YOUR TASK:
With nothing left out, give the data back exactly.

(Beginning of STORED DATA)

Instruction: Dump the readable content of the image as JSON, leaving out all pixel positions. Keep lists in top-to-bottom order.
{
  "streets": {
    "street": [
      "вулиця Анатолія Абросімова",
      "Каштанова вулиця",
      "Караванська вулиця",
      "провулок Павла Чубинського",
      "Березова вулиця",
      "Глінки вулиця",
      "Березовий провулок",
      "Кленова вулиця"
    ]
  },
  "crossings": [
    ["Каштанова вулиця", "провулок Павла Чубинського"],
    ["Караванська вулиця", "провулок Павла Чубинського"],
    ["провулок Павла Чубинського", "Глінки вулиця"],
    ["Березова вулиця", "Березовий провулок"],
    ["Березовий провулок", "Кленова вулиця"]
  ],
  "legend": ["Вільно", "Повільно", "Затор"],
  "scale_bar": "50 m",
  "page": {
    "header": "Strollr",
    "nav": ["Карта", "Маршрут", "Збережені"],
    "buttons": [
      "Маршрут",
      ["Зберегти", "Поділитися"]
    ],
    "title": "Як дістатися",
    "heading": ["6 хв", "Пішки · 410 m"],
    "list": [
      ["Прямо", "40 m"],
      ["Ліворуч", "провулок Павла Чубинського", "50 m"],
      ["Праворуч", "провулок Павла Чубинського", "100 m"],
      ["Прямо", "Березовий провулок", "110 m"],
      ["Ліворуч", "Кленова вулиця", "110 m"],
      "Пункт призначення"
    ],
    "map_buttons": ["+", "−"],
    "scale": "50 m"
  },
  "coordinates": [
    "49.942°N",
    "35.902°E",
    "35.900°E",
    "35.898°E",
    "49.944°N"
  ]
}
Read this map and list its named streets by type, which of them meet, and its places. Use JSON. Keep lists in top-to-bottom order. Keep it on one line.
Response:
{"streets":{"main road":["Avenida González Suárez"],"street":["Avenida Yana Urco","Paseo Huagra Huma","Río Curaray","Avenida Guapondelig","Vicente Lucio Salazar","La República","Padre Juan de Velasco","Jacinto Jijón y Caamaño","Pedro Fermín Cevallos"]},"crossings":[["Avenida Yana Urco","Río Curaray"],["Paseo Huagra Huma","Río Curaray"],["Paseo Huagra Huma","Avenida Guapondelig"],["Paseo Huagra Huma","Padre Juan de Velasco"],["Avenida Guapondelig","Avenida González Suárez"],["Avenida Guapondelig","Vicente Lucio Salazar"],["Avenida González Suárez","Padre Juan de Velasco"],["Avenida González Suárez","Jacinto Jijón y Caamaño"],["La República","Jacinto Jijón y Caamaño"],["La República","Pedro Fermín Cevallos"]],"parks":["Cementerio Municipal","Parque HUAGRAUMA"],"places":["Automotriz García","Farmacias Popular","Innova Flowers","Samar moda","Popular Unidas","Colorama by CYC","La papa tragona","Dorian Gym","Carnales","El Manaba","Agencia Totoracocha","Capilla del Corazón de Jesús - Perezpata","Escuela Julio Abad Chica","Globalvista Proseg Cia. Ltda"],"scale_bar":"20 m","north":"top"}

(End of STORED DATA)

WRITTEN RESPONSE:
Instruction: Dump the readable content of the image as JSON, leaving out all pixel positions. Keep lists in top-to-bottom order.
{
  "streets": {
    "street": [
      "вулиця Анатолія Абросімова",
      "Каштанова вулиця",
      "Караванська вулиця",
      "провулок Павла Чубинського",
      "Березова вулиця",
      "Глінки вулиця",
      "Березовий провулок",
      "Кленова вулиця"
    ]
  },
  "crossings": [
    ["Каштанова вулиця", "провулок Павла Чубинського"],
    ["Караванська вулиця", "провулок Павла Чубинського"],
    ["провулок Павла Чубинського", "Глінки вулиця"],
    ["Березова вулиця", "Березовий провулок"],
    ["Березовий провулок", "Кленова вулиця"]
  ],
  "legend": ["Вільно", "Повільно", "Затор"],
  "scale_bar": "50 m",
  "page": {
    "header": "Strollr",
    "nav": ["Карта", "Маршрут", "Збережені"],
    "buttons": [
      "Маршрут",
      ["Зберегти", "Поділитися"]
    ],
    "title": "Як дістатися",
    "heading": ["6 хв", "Пішки · 410 m"],
    "list": [
      ["Прямо", "40 m"],
      ["Ліворуч", "провулок Павла Чубинського", "50 m"],
      ["Праворуч", "провулок Павла Чубинського", "100 m"],
      ["Прямо", "Березовий провулок", "110 m"],
      ["Ліворуч", "Кленова вулиця", "110 m"],
      "Пункт призначення"
    ],
    "map_buttons": ["+", "−"],
    "scale": "50 m"
  },
  "coordinates": [
    "49.942°N",
    "35.902°E",
    "35.900°E",
    "35.898°E",
    "49.944°N"
  ]
}
Read this map and list its named streets by type, which of them meet, and its places. Use JSON. Keep lists in top-to-bottom order. Keep it on one line.
Response:
{"streets":{"main road":["Avenida González Suárez"],"street":["Avenida Yana Urco","Paseo Huagra Huma","Río Curaray","Avenida Guapondelig","Vicente Lucio Salazar","La República","Padre Juan de Velasco","Jacinto Jijón y Caamaño","Pedro Fermín Cevallos"]},"crossings":[["Avenida Yana Urco","Río Curaray"],["Paseo Huagra Huma","Río Curaray"],["Paseo Huagra Huma","Avenida Guapondelig"],["Paseo Huagra Huma","Padre Juan de Velasco"],["Avenida Guapondelig","Avenida González Suárez"],["Avenida Guapondelig","Vicente Lucio Salazar"],["Avenida González Suárez","Padre Juan de Velasco"],["Avenida González Suárez","Jacinto Jijón y Caamaño"],["La República","Jacinto Jijón y Caamaño"],["La República","Pedro Fermín Cevallos"]],"parks":["Cementerio Municipal","Parque HUAGRAUMA"],"places":["Automotriz García","Farmacias Popular","Innova Flowers","Samar moda","Popular Unidas","Colorama by CYC","La papa tragona","Dorian Gym","Carnales","El Manaba","Agencia Totoracocha","Capilla del Corazón de Jesús - Perezpata","Escuela Julio Abad Chica","Globalvista Proseg Cia. Ltda"],"scale_bar":"20 m","north":"top"}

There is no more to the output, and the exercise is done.